● **WORK ORDER**: For each line in the material below that holds "fabs", copy that line.

● **SUPPLIED INFORMATION**:
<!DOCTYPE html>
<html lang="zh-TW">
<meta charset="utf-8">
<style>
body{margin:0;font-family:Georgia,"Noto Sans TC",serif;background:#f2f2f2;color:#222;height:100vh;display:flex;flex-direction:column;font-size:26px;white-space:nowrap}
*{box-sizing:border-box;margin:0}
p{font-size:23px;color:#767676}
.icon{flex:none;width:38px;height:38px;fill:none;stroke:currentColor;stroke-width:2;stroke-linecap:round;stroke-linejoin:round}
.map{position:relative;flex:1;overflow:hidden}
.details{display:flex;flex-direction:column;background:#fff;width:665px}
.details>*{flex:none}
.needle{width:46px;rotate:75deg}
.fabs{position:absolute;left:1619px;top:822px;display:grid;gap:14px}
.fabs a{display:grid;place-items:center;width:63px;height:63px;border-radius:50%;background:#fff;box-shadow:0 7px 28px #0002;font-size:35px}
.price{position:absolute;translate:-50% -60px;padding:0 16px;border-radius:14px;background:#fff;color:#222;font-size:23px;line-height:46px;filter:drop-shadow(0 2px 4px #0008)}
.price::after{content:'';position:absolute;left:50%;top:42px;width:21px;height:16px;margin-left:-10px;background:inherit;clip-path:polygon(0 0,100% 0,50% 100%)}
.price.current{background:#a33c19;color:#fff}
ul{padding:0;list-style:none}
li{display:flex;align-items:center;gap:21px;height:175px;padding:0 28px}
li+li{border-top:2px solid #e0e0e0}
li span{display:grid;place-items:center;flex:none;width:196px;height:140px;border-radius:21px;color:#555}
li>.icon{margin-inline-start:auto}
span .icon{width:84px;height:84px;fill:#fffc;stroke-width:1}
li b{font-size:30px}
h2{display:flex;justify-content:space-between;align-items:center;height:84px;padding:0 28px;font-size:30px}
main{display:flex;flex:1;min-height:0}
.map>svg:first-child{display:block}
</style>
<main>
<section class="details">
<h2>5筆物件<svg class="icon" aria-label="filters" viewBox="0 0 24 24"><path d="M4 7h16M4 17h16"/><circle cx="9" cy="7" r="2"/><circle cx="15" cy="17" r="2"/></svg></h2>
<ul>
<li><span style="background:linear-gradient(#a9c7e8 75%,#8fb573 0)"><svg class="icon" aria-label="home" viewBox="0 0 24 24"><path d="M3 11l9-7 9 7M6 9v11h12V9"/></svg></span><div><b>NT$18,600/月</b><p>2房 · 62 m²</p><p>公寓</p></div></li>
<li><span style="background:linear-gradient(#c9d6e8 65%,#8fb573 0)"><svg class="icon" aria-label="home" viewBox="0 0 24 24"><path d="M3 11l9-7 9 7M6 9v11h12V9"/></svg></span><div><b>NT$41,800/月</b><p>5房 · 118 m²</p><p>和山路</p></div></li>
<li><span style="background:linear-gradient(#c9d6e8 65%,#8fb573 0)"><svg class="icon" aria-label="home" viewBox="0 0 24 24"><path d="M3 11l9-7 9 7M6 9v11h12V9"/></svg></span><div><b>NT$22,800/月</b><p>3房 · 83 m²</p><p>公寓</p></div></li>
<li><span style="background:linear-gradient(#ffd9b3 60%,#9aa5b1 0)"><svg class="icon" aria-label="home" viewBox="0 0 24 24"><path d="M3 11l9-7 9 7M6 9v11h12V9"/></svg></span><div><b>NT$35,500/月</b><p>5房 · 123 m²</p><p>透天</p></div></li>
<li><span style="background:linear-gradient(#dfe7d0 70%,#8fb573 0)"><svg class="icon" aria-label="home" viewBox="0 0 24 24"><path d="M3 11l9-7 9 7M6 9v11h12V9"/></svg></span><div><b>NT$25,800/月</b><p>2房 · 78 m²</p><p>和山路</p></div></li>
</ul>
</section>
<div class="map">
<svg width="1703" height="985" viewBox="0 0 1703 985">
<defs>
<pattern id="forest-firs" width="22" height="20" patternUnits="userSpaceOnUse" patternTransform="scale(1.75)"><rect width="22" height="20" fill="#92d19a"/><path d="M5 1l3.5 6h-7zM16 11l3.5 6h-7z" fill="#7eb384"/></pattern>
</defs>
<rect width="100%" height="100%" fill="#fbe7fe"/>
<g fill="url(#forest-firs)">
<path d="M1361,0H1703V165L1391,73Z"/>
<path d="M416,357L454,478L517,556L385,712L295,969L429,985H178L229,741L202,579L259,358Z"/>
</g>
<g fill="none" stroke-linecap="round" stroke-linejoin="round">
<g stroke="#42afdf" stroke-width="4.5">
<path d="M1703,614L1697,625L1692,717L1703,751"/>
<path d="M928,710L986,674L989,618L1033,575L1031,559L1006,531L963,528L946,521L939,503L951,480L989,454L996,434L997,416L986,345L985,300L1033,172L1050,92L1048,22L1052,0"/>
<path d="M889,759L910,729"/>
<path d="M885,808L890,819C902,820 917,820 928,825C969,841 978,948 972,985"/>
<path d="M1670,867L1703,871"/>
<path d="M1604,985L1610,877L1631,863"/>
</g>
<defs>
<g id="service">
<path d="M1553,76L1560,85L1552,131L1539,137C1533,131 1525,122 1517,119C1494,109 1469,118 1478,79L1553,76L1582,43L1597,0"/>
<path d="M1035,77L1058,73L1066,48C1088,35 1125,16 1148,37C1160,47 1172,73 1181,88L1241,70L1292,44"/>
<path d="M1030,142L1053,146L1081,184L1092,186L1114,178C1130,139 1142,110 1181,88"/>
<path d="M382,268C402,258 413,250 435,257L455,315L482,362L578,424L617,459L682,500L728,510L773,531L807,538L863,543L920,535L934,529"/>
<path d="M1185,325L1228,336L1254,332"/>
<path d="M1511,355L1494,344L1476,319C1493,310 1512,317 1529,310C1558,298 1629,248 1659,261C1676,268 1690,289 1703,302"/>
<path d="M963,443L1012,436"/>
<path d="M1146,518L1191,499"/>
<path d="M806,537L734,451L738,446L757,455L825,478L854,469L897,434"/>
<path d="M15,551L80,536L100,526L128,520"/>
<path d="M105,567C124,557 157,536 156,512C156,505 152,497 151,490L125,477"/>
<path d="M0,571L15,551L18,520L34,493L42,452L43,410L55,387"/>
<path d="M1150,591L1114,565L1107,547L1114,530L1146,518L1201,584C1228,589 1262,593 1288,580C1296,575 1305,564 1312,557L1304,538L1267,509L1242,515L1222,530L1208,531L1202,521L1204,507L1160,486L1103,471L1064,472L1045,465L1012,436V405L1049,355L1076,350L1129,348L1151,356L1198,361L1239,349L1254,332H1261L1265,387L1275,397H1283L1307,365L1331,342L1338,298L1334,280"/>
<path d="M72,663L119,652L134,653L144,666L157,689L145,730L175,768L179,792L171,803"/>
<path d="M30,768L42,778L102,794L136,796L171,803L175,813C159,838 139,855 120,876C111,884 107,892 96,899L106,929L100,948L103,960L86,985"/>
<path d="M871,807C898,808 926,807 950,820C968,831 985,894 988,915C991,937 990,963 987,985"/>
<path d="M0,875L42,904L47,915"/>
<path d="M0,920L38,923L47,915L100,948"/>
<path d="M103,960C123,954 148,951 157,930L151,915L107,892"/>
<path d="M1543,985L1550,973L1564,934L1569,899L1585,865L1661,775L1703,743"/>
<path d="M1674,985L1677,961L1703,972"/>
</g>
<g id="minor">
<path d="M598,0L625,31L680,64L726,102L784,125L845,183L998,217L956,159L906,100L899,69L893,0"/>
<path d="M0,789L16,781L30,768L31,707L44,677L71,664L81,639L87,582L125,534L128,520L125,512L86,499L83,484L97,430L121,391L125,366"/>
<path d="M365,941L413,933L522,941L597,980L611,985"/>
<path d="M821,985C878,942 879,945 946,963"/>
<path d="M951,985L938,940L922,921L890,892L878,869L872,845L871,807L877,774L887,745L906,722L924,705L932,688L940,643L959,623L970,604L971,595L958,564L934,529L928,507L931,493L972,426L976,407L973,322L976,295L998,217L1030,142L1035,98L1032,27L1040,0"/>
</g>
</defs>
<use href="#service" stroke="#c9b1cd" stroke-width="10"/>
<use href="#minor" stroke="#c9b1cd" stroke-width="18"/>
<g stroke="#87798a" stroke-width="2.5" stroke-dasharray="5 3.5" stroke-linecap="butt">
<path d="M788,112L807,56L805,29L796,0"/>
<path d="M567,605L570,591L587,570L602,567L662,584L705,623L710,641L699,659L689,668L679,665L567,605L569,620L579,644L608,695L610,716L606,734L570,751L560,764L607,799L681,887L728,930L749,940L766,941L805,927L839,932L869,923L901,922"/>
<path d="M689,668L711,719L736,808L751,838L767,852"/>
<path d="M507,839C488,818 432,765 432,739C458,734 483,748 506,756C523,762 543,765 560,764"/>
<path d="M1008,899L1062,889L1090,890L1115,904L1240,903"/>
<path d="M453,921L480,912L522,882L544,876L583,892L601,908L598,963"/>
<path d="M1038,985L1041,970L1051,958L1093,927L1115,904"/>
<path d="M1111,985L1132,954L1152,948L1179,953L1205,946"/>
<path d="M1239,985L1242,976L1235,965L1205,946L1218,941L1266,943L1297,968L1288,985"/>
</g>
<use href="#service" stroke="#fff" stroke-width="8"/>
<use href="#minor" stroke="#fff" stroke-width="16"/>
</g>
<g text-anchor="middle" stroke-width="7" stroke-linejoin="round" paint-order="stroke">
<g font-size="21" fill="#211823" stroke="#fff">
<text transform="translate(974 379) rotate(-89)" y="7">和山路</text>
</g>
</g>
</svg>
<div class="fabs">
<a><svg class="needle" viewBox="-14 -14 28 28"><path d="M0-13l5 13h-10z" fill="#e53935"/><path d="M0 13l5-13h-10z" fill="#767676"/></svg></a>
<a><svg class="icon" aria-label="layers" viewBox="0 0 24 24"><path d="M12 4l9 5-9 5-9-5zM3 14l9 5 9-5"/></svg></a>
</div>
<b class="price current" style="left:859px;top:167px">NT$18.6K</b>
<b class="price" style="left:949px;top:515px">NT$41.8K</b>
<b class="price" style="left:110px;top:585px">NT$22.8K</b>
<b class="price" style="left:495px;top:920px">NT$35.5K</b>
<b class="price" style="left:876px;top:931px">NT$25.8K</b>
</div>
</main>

● **RESULT FOR THIS EXERCISE**:
.fabs{position:absolute;left:1619px;top:822px;display:grid;gap:14px}
.fabs a{display:grid;place-items:center;width:63px;height:63px;border-radius:50%;background:#fff;box-shadow:0 7px 28px #0002;font-size:35px}
<div class="fabs">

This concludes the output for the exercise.